» What you are asked to do
Count the lines in the records below that contain the word "position", and reply with only that number.

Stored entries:
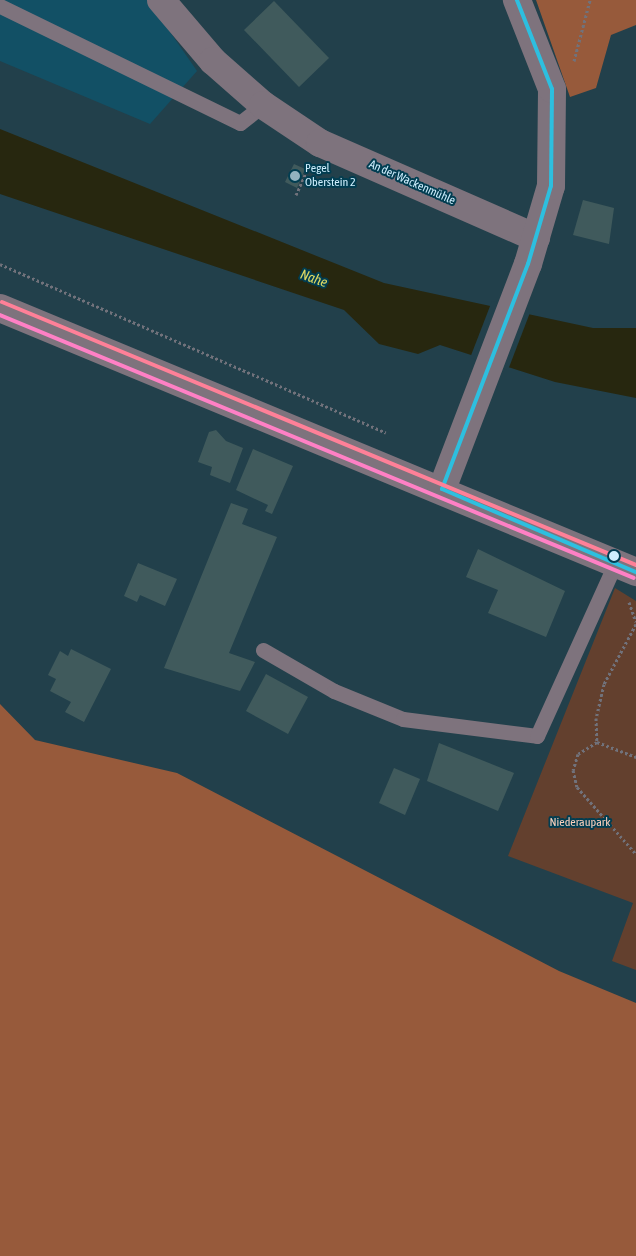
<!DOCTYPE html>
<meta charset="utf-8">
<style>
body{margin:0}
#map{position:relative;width:636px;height:1256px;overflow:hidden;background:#22404b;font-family:"Asap Condensed",sans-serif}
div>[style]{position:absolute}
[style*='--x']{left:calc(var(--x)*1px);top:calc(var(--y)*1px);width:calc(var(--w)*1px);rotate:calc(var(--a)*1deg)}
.built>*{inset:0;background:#125065}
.green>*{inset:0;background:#63402e}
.forest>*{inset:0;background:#975a3b}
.water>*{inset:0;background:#27270f}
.pier>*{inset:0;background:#22404b}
.building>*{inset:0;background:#405a5c}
.path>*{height:3px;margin-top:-1.5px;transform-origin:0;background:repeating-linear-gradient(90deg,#71727b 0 2.5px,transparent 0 5px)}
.lane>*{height:15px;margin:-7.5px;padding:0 7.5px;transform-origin:7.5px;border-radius:7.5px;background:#7e737d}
.street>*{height:28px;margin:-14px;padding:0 14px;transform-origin:14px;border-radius:14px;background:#7e737d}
.bus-1>*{height:4px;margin:-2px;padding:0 2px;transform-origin:2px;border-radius:2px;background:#2dbfdf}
.bus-2>*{height:4px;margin:-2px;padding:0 2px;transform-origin:2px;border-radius:2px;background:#ff80c5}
.bus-3>*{height:4px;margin:-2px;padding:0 2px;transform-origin:2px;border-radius:2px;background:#ff8098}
.dots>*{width:14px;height:14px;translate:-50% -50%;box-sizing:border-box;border:2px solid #013d51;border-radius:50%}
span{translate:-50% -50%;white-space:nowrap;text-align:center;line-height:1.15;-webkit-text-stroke:4px #013d51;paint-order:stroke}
.poi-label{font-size:12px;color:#ceeffe}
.left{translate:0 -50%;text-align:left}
.street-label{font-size:12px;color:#ceeffe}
.park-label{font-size:12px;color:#fcd1bd}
.water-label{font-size:14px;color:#dfd962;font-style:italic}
</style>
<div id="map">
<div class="built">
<i style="clip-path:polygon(0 0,148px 0,197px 71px,150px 124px,0 61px)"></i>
</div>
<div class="green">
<i style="clip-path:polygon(615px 588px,636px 601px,636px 970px,612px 961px,633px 903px,508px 856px)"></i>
</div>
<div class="forest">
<i style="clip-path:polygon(536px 0,636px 0,636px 25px,611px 35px,596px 88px,570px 97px)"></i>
<i style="clip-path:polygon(0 704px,35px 740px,177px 773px,559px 971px,636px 1003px,636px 1256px,0 1256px)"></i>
</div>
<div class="water">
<i style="clip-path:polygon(0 129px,384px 283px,593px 328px,636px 328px,636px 398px,555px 382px,440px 345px,418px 354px,379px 344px,344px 310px,0 194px)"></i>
</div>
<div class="pier">
<i style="clip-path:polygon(492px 301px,531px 310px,508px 370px,470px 358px)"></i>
</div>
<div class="building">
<i style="clip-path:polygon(274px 1px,329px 58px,299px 87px,244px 30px)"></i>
<i style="clip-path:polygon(294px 164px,305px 169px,297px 188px,285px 182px)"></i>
<i style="clip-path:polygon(583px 200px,614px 208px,609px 244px,573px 235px)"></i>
<i style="clip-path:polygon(216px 430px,226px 441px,243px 448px,230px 483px,210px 475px,212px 467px,198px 462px,209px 432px)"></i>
<i style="clip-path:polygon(253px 449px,293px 466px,272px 514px,265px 511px,268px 505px,236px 490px)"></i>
<i style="clip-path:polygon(231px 503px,248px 509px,242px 524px,277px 537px,229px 653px,255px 662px,240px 691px,164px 668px)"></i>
<i style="clip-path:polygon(478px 549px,565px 591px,546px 637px,488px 613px,498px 590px,466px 577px)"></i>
<i style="clip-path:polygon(138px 563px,177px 579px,165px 606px,140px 595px,137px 602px,124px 596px)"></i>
<i style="clip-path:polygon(71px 649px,111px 669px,84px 722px,65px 712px,71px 702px,50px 691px,56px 679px,48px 675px,60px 651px,68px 656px)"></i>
<i style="clip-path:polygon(266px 674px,308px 697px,288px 734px,246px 711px)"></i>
<i style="clip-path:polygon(439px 743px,514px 773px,498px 811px,427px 781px)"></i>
<i style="clip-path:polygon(394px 768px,420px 779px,405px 815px,379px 803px)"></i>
</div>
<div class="path">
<i style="--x:574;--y:61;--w:63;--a:-75.3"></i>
<i style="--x:296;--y:195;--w:27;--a:-66"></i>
<i style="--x:0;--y:264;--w:421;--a:23.6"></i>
<i style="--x:629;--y:602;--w:21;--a:71"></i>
<i style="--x:636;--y:624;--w:68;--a:118.1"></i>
<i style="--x:604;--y:684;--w:35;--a:103"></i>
<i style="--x:596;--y:718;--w:24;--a:88"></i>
<i style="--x:597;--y:742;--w:42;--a:21"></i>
<i style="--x:597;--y:742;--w:22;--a:148"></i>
<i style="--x:578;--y:754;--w:17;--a:107"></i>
<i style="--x:573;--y:770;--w:17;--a:77"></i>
<i style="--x:577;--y:787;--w:89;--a:48.6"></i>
</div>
<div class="lane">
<i style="--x:0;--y:6;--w:267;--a:26"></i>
<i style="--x:240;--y:123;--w:29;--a:-38"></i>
<i style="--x:263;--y:650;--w:82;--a:30"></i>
<i style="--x:334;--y:691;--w:74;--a:22.1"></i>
<i style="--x:403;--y:719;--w:135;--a:7.2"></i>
<i style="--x:537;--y:736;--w:189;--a:-65.6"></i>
</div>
<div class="street">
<i style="--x:161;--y:0;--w:80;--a:49.6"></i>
<i style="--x:213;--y:61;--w:67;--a:41.3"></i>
<i style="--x:263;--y:105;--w:69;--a:33.7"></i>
<i style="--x:320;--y:143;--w:236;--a:23.7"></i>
<i style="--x:0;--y:308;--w:689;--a:22.54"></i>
<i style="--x:442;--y:489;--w:241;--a:-69.1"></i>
<i style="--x:528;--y:264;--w:81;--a:-73.6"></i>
<i style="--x:551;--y:186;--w:97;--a:-89.4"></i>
<i style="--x:552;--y:89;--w:96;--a:-111.5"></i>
</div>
<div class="bus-1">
<i style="--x:442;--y:489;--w:241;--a:-69.1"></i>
<i style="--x:528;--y:264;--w:81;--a:-73.6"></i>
<i style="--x:551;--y:186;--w:97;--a:-89.4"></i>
<i style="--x:552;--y:89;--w:96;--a:-111.5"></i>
<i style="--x:442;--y:489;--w:211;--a:23.2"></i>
</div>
<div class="bus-2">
<i style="--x:0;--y:315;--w:686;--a:22.53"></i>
</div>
<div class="bus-3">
<i style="--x:2;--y:302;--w:686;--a:22.53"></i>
</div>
<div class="dots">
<i style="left:295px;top:176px;background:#92b2bf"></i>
<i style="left:614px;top:556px;background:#ceeffe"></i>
</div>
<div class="poi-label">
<span class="left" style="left:305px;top:176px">Pegel<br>Oberstein 2</span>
</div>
<div class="street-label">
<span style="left:412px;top:183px;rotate:24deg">An der Wackenmühle</span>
</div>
<div class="park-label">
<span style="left:580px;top:823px">Niederaupark</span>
</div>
<div class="water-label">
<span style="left:314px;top:278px;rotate:20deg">Nahe</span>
</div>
</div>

» Reply
2